Fast times in Brisbane, Perth and Sydney set up a scorching summer of sprinting, set to be headlined by world 100m champion Fred Kerley lining up at next month’s Maurie Plant Meet in Melbourne.
Kerley will line up in the Peter Norman Memorial 200m at the 23 February meet at Lakeside Stadium.
“I am excited to start my season in Australia and I will also use this as a training base for the upcoming season. I have competed in all the other continents, and I am excited to get the opportunity to compete in Australia,” Kerley said.
“Also, it is nice to open my season with the 200m because I got injured in the 200m semi-finals at the World Championships. All in all, I am excited to come and show my talent to the Australian people.”
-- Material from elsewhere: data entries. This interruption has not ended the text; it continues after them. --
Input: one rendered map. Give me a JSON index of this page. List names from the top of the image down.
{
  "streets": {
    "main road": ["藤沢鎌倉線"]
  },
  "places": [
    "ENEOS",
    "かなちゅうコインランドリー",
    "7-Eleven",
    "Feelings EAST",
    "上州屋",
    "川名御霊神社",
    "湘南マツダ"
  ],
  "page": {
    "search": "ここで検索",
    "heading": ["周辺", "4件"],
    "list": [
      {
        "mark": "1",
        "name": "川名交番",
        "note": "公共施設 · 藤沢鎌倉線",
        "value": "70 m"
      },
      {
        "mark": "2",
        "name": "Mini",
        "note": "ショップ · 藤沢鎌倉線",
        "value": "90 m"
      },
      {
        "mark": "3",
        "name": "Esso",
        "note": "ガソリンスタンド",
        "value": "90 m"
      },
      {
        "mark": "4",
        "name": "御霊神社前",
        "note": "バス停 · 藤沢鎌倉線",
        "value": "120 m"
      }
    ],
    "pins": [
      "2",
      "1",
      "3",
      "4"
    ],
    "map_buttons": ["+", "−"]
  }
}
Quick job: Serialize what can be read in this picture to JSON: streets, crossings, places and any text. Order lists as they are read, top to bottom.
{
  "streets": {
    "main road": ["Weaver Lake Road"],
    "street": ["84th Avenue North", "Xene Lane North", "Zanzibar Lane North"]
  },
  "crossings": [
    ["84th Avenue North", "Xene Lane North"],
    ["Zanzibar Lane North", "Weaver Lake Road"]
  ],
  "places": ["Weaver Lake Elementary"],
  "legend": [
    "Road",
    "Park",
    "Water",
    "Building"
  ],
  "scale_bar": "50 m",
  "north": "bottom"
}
Australia’s fastest 100m sprinter, Rohan Browning, will step in in distance for the Maurie Plant Meet, while World junior bronze medallist Calab Law is also set to feature. Law lowered his season leading 200m time with a 20.61 second (+1.0) run at the Norma Croker Shield meet at the Queensland Sport & Athletics Centre on Saturday.
The 19-year-old Queenslander also leads the nation over 100m in his first season in the senior ranks, following a 10.26 second personal best back in November. That mark was equalled in Brisbane on the weekend by Anas Abu-Ganaba in a race in which Law finished third. Abu-Ganaba lowered his personal best of 10.28 seconds set back in 2018 in a dominant performance.
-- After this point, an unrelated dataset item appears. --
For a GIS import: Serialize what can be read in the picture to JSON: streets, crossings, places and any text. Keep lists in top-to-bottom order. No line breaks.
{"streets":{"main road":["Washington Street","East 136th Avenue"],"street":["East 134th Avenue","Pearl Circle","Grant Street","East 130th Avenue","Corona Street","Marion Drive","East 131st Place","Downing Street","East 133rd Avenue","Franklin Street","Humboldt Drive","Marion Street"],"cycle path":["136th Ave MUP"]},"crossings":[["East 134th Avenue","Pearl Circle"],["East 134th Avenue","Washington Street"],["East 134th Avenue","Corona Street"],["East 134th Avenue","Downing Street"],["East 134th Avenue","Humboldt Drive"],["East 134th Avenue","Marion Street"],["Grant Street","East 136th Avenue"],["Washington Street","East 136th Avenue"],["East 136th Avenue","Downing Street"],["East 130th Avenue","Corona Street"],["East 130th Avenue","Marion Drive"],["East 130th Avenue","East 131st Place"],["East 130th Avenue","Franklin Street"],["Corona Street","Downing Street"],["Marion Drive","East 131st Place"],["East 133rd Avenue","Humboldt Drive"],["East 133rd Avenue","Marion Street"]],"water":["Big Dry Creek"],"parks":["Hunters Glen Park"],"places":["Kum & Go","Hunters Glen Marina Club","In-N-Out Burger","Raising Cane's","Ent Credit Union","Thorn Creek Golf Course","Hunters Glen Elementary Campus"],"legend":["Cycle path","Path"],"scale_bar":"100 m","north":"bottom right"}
On the other side of the country, 31-year-old Brianna Beahan out dipped 16-year-old Olivia Dodds, with both recording the same time of 11.48 seconds into a 1.3 m/s headwind at the Strive Athletics meet at the freshly resurfaced WA Athletics Stadium. Beahan’s performance matched her 2021 personal best while Dodds slashed three-tenths-of-a-second off her PB set in January last year.
Michelle Jenneke also showed strong early season form with a 100m personal best of 11.63 seconds in Brisbane.
In Sydney at The Ridge, tailwinds affected all of the sprints, with quality competition taking place nonetheless. Australian Under 18 record holder Sebastian Sultana sped to a 10.20 second win (+2.7), edging out Commonwealth Games relay representative Jacob Despard (10.21). Jake Penny and Jackson Rowe (dead heat for third in 10.31), Joshua Azzopardi (10.33) and Christopher Ius (10.38) also recorded promising early season times.
Ius returned to the track to take victory in the 200m in 20.66 seconds (+3.2), ahead of Despard (20.72) and Rowe (20.76).
In the women’s sprints Monique Quirk took out a double in 11.35 (+3.1) and 23.70 (+2.4), with 2016 4x400m Olympian Jessica Thornton also recording a swift 100m of 11.59 seconds behind Quirk.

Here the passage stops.